Commercial road maps show a corridor set aside in the mid-1990s to block new development in the preferred path of a 12-mile expressway from N.C. 55 at Holly Springs to Interstate 40 south of Garner. Subdivisions and shopping centers have since sprouted on both sides of that protected swath, especially south of it.
At public meetings last week, the Turnpike Authority portrayed the 15-year-old path as an orange band across gray wall maps.
And there were new options, too.
A red band marked an alternative that would run the expressway farther north - running just north of Lake Benson and splitting the town of Garner. Blue and purple bands showed two options for pushing the expressway farther south, bulldozing through Holly Springs neighborhoods and running closer to Fuquay-Varina before turning east toward I-40.
"This has been the plan for 15 years, and that's why I didn't build my house near there," Tim Vella said, pointing to the orange band Wednesday in the Holly Springs High School cafeteria.
Then he pointed to the purple and blue bands near his home in the Sunset Oaks neighborhood, east of Holly Springs and south of the orange line.
"Those were never proposed until last Thursday" when the Turnpike Authority unveiled the new options in a newsletter, Vella said. "We're all transplants, and we love it down here. We love hearing the frogs and everything - as opposed to hearing the hum of tires on a new road."
While construction continues on the Triangle Expressway through Research Triangle Park and western Wake, turnpike authority officials are planning a 30-mile southeastern extension that would link Holly Springs, Garner and Knightdale. Their environmental study also will consider scrapping the expressway and, instead, doubling the size of I-40 and I-440 to handle traffic growth.
"We're obligated under law to look at any reasonable routes and alternatives," said Steve DeWitt, the turnpike agency's chief engineer.
The route through Garner would be shorter, possibly cutting construction costs, but it might hurt wetlands near Lake Benson. The other new options would bring the expressway closer to new residents farther south, but they would involve more miles of construction costs.

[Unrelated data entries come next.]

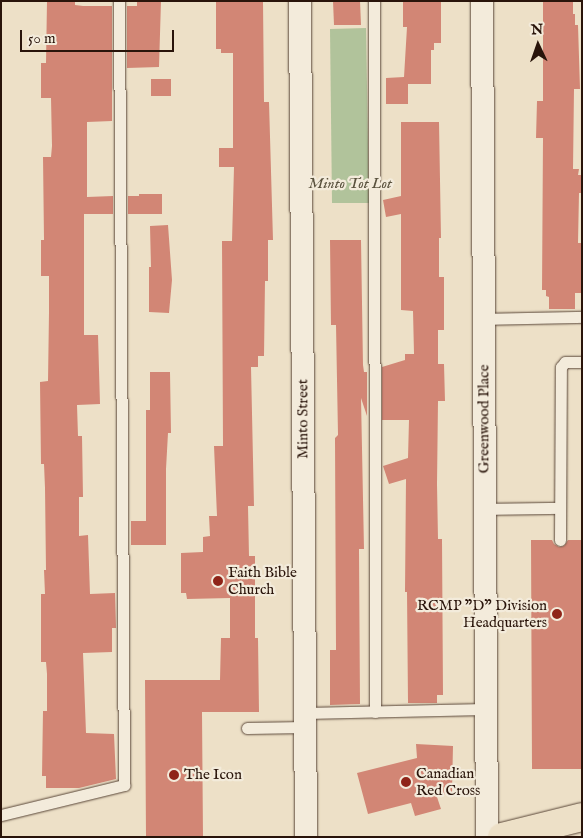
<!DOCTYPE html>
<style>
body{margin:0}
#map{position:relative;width:583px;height:838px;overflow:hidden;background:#ede0c7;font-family:"IM FELL English",serif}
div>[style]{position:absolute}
.green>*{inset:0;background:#b1c39b}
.building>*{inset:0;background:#d28675}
.roads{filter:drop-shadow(0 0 1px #5a4739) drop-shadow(0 0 1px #5a4739)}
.lane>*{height:11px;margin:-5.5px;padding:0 5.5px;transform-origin:5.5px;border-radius:5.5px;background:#f3ebdb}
.street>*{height:22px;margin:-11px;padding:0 11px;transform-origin:11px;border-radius:11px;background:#f3ebdb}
.highway>*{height:28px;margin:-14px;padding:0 14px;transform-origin:14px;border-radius:14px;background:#ede0c7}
.dots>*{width:14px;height:14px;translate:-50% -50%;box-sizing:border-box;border:2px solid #f3ebdb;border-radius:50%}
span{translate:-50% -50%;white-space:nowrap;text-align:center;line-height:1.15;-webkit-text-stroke:4.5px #f3ebdb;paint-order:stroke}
.park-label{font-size:15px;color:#59513d;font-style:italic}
.street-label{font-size:15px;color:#29140a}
.poi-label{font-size:15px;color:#29140a}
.left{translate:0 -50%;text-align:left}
.right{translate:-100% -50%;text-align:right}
.frame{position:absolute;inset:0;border:2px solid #29140a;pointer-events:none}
.north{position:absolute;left:513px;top:20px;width:50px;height:50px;-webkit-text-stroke:4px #f3ebdb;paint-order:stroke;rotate:357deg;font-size:14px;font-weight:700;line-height:20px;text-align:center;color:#29140a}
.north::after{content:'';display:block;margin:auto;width:18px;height:22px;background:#29140a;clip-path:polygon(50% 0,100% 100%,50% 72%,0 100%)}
.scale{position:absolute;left:20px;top:30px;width:154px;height:22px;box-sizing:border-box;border:2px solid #29140a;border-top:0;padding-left:6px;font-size:15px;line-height:18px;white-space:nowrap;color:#29140a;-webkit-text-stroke:4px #f3ebdb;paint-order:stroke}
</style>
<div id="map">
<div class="green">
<i style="clip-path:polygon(366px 28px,369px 203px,332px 203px,330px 29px)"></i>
</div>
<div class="building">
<i style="clip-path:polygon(47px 1px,75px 1px,75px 5px,83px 6px,112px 6px,112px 121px,87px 122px,87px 197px,113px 196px,113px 214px,84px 214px,84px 335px,98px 335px,100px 404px,77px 405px,78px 436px,82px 436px,83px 497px,79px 497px,79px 536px,88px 535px,90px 594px,115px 593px,116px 628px,112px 628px,112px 652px,83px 653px,86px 733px,114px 734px,116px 779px,79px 788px,46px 788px,46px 776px,42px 776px,43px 711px,47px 711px,47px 674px,46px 662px,41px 662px,41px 594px,45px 594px,44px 570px,46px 570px,45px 488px,44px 464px,41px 464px,40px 382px,48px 381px,49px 312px,49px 276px,41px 276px,41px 240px,44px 240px,43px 157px,51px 157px,52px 146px,51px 98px,41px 98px,41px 63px,46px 63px)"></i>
<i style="clip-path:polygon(137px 1px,161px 1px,159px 67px,127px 68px,127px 6px,137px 6px)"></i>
<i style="clip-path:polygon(216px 1px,263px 1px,264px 102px,269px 102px,273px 240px,268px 240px,268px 281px,265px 281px,264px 356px,258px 356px,258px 367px,251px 367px,254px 506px,248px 506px,249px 556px,255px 556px,255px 638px,258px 638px,259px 712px,202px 712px,203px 837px,146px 837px,145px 680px,220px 680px,221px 638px,230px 638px,230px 598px,187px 599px,186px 593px,181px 593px,181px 553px,203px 552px,203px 537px,210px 536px,209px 516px,217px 516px,214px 446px,223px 446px,222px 241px,232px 241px,234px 167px,219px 167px,219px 148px,233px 148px,233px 53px,221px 53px,221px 49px,216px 49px)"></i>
<i style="clip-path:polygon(333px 1px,360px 1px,361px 25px,334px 25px)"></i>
<i style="clip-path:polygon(403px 1px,441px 1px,441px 43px,434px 43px,434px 50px,431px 50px,431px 84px,408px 84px,408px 104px,386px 104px,386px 78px,404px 77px,407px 27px,403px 27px)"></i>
<i style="clip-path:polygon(543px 1px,573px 1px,573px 14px,575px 14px,575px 25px,578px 25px,580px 89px,574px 89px,573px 169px,579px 169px,578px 175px,582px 175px,582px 193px,579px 193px,578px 243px,582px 243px,582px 293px,575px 293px,575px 309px,549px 309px,549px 297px,546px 296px,546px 290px,542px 290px,543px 138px,536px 138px,537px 101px,543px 101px)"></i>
<i style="clip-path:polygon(151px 79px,171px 79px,171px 96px,151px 96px)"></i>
<i style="clip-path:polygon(401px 122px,439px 122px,441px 238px,439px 238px,439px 277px,444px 277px,444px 330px,438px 330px,438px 364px,444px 364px,445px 401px,438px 401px,437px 484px,438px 539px,442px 539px,443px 695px,437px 695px,437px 703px,408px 703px,407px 592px,405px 592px,406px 479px,389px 484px,383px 466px,408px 458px,409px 420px,382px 420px,382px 367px,405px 360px,405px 354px,414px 354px,413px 311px,401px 310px,401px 214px,386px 217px,383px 200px,401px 196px)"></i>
<i style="clip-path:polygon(139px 194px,162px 194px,162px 214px,128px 214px,128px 196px,139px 196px)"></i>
<i style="clip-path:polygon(168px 225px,172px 280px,169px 313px,149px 312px,149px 267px,151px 267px,150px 226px)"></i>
<i style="clip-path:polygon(330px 240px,361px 240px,363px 365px,364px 372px,367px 372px,367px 416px,361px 398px,364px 549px,359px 549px,360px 704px,330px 705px,330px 650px,336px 650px,335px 438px,338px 435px,336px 325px,331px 325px)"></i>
<i style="clip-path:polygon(150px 372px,170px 372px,171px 433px,168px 433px,166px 469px,166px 545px,131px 545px,131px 521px,146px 521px,146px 410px,150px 410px)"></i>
<i style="clip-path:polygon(531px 540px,552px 540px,554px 544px,559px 547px,564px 546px,568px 540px,582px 540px,582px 769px,532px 769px)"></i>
<i style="clip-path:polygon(416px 744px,453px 746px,452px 792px,437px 797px,441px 809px,415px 816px,411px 803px,368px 814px,357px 773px,417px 758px)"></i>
</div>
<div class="roads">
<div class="lane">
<i style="left:374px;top:1px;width:711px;rotate:89.92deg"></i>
<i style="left:484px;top:319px;width:98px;rotate:-1.2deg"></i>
<i style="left:484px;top:509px;width:76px;rotate:-0.8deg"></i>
<i style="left:560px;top:540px;width:173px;rotate:-89.7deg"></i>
<i style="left:561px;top:367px;width:6px;rotate:-51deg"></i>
<i style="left:565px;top:362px;width:17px"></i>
<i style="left:305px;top:713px;width:180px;rotate:-1.3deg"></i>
<i style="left:247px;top:728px;width:58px;rotate:-1deg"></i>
<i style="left:1px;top:815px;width:127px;rotate:-13.7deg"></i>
<i style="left:124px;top:785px;width:784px;rotate:-90.37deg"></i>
</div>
<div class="street">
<i style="left:300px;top:1px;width:836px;rotate:89.59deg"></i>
<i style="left:482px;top:1px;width:836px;rotate:89.66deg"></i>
</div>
<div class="highway">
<i style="left:502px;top:837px;width:82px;rotate:-14deg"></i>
</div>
</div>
<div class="dots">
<i style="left:218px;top:581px;background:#8f2418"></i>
<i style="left:557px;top:614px;background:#8f2418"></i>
<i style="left:174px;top:775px;background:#8f2418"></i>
<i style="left:406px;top:782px;background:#8f2418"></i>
</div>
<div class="park-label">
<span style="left:350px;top:184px">Minto Tot Lot</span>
</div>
<div class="street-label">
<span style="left:303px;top:419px;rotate:-90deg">Minto Street</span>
<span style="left:484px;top:419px;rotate:-90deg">Greenwood Place</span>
</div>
<div class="poi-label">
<span class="left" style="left:228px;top:581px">Faith Bible<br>Church</span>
<span class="right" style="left:547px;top:614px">RCMP "D" Division<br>Headquarters</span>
<span class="left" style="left:416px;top:782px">Canadian<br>Red Cross</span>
<span class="left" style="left:184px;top:775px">The Icon</span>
</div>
<div class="frame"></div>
<div class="north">N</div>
<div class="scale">50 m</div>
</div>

Southern Wake mayors agreed that each of the new routes almost surely would dislocate more homes and commercial property than the path proposed by the state Department of Transportation in the mid-90s.

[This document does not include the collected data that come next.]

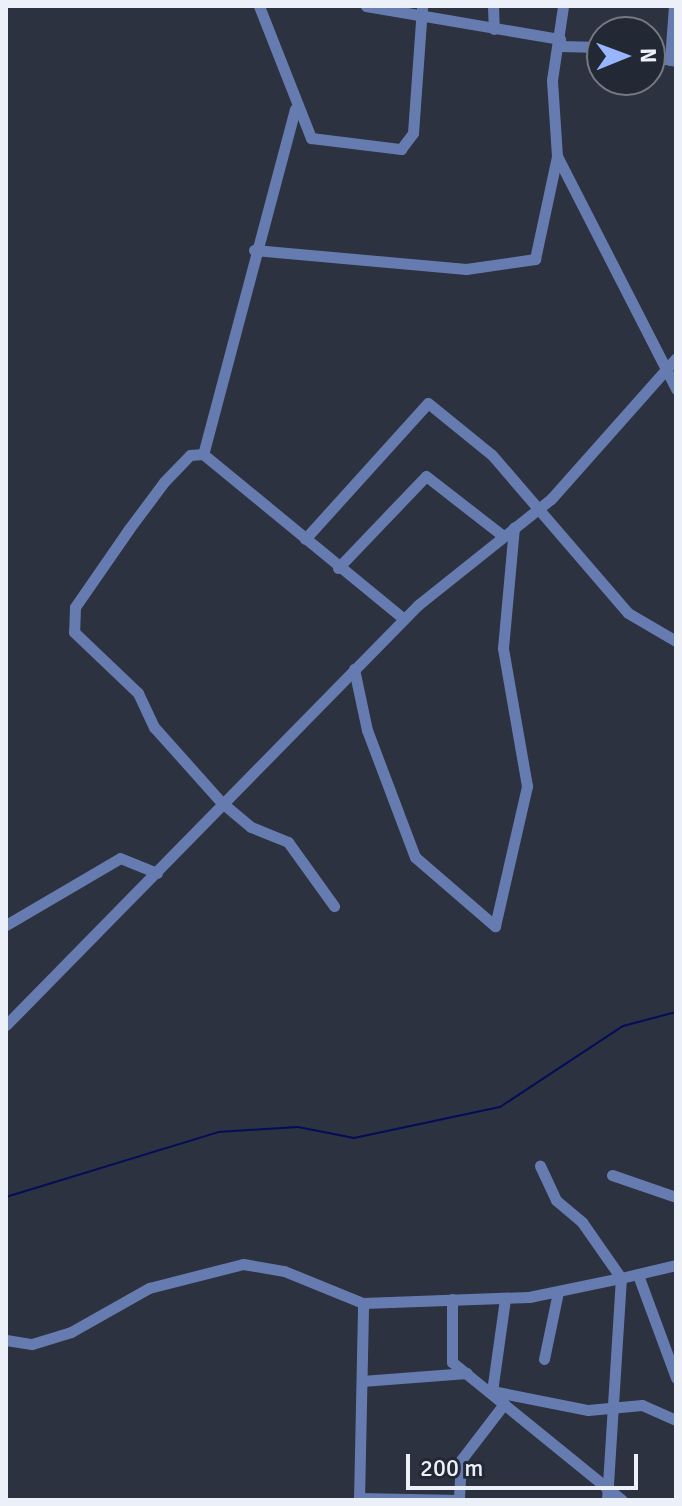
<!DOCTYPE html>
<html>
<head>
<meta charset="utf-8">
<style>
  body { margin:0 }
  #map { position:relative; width:682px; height:1506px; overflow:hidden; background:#2c323f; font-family:Signika,sans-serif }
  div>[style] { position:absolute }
  .stream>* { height:2px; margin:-1px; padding:0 1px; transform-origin:1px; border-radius:1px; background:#040d57 }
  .minor>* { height:11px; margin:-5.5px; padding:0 5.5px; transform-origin:5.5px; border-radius:5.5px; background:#667cb1 }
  span { translate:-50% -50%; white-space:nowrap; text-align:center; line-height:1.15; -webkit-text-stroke:8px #222834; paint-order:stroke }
  .frame { position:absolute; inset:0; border:8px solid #ecf0f9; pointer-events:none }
  .north { position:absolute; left:586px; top:16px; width:80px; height:80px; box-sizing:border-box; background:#222834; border:2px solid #737883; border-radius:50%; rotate:89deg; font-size:22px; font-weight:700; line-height:32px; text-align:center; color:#ecf0f9 }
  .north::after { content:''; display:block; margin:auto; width:28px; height:36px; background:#98b6fd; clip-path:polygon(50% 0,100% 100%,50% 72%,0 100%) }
  .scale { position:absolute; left:406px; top:1454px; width:232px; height:36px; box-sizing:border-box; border:4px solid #ecf0f9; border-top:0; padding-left:10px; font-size:24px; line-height:28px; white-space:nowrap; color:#ecf0f9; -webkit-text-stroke:6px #222834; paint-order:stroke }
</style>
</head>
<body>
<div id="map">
  <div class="stream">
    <div style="left:6px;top:1197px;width:222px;rotate:-17deg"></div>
    <div style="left:218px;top:1132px;width:80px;rotate:-3.6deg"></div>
    <div style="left:298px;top:1127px;width:57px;rotate:11.1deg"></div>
    <div style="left:354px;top:1138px;width:149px;rotate:-12deg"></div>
    <div style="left:500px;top:1107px;width:147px;rotate:-33.4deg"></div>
    <div style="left:623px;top:1026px;width:55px;rotate:-14.8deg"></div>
  </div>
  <div class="minor">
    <div style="left:259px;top:6px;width:142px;rotate:68.5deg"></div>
    <div style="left:311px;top:138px;width:91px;rotate:7deg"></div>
    <div style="left:401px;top:149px;width:20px;rotate:-53deg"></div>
    <div style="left:413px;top:133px;width:127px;rotate:-85.9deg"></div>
    <div style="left:366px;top:6px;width:197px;rotate:9.7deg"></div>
    <div style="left:493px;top:6px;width:23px;rotate:88deg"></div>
    <div style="left:559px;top:46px;width:43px;rotate:1.3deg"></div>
    <div style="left:650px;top:56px;width:26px;rotate:11deg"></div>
    <div style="left:670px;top:60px;width:54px;rotate:-85.8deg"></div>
    <div style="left:295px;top:109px;width:357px;rotate:104.9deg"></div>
    <div style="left:203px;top:454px;width:260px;rotate:39.4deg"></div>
    <div style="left:557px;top:156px;width:262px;rotate:62.9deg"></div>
    <div style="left:254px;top:250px;width:213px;rotate:5.1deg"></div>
    <div style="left:466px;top:269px;width:70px;rotate:-8.2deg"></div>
    <div style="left:535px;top:259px;width:105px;rotate:-77.9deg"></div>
    <div style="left:557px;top:156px;width:76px;rotate:-93.8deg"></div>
    <div style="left:552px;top:80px;width:75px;rotate:-81.5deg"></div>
    <div style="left:203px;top:454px;width:13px;rotate:176deg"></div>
    <div style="left:190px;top:455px;width:37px;rotate:134deg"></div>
    <div style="left:164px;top:482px;width:59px;rotate:126.7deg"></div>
    <div style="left:129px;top:529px;width:95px;rotate:124.7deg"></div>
    <div style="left:75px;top:607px;width:25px;rotate:92deg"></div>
    <div style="left:74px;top:632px;width:88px;rotate:43.6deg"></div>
    <div style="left:138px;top:693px;width:38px;rotate:65deg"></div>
    <div style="left:154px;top:727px;width:101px;rotate:48.2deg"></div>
    <div style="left:221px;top:802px;width:39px;rotate:40deg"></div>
    <div style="left:251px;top:827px;width:40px;rotate:22deg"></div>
    <div style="left:288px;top:842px;width:79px;rotate:54.3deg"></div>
    <div style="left:305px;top:539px;width:183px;rotate:-47.9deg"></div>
    <div style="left:428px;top:403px;width:82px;rotate:39.1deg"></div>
    <div style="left:492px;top:455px;width:208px;rotate:49.3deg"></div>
    <div style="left:628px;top:613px;width:56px;rotate:30.3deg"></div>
    <div style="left:338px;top:568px;width:127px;rotate:-46.3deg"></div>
    <div style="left:426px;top:476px;width:98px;rotate:37.9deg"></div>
    <div style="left:354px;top:669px;width:62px;rotate:78deg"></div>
    <div style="left:367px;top:730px;width:136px;rotate:69.3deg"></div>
    <div style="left:415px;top:857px;width:106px;rotate:40.8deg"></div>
    <div style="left:6px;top:925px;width:132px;rotate:-30.4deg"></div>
    <div style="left:120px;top:858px;width:40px;rotate:22deg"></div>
    <div style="left:495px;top:926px;width:144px;rotate:-77.1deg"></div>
    <div style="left:527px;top:786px;width:140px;rotate:-99.9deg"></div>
    <div style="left:503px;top:648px;width:121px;rotate:-84.8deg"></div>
    <div style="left:6px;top:1025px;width:588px;rotate:-45.55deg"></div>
    <div style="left:418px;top:605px;width:170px;rotate:-38.6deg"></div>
    <div style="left:551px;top:499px;width:188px;rotate:-48.4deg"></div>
    <div style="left:612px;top:1175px;width:68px;rotate:19deg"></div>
    <div style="left:638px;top:1275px;width:110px;rotate:69.7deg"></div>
    <div style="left:452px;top:1299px;width:63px;rotate:90deg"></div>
    <div style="left:452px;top:1362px;width:219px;rotate:39.1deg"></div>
    <div style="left:505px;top:1299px;width:93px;rotate:98deg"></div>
    <div style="left:492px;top:1391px;width:98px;rotate:11.2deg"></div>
    <div style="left:588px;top:1410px;width:54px;rotate:-5.3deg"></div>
    <div style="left:642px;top:1405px;width:37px;rotate:24deg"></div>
    <div style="left:6px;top:1340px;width:26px;rotate:9deg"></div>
    <div style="left:32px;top:1344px;width:41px;rotate:-17.1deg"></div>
    <div style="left:71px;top:1332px;width:90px;rotate:-29.4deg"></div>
    <div style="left:149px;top:1288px;width:97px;rotate:-14.3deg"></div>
    <div style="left:243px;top:1264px;width:42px;rotate:9.7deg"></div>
    <div style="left:284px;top:1271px;width:85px;rotate:22.1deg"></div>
    <div style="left:363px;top:1303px;width:166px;rotate:-2.1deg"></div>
    <div style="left:529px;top:1297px;width:94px;rotate:-11.7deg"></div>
    <div style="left:621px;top:1278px;width:68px;rotate:-124.9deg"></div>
    <div style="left:582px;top:1222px;width:34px;rotate:-140deg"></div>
    <div style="left:556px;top:1200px;width:38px;rotate:-115deg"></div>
    <div style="left:544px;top:1359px;width:68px;rotate:-78.2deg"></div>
    <div style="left:362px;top:1381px;width:105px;rotate:-4.4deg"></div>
    <div style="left:359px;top:1498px;width:101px;rotate:1.1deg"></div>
    <div style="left:459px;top:1498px;width:38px;rotate:-87deg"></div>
    <div style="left:461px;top:1460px;width:71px;rotate:-52.5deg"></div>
    <div style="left:359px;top:1500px;width:197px;rotate:-88.8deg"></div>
    <div style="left:607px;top:1500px;width:222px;rotate:-86.4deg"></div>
    <div style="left:621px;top:1278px;width:57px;rotate:-13.3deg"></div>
  </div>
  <div class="frame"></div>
  <div class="north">N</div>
  <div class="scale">200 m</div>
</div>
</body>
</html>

"I'm fine with where the map is now," Fuquay-Varina Mayor John Byrne said Friday. "I think when you have a map out there for 15 years, people know where it's going to be."
Holly Springs Mayor Dick Sears said the proposed blue route would plow through neighborhoods, run over Bass Lake, and wipe out a bank and shopping center.
"We're not in love with that one," Sears said.
Garner Mayor Ronnie Williams said local residents were shocked by the proposed red route. "I've got people in Garner who are claiming their backyard is going to be taken," Williams said. "An effort will be made to get it back farther south."
DeWitt said the turnpike authority probably will decide on a route by 2012. Sears and other officials said they would lobby to have the unpopular new options disqualified sooner than that.
Vella said he and his neighbors don't want to wait too long for the agency to cancel the purple route near their homes.
"Maybe they will eliminate it eventually," he said. "But there's just no justification for giving everyone down here an ulcer for the next two years."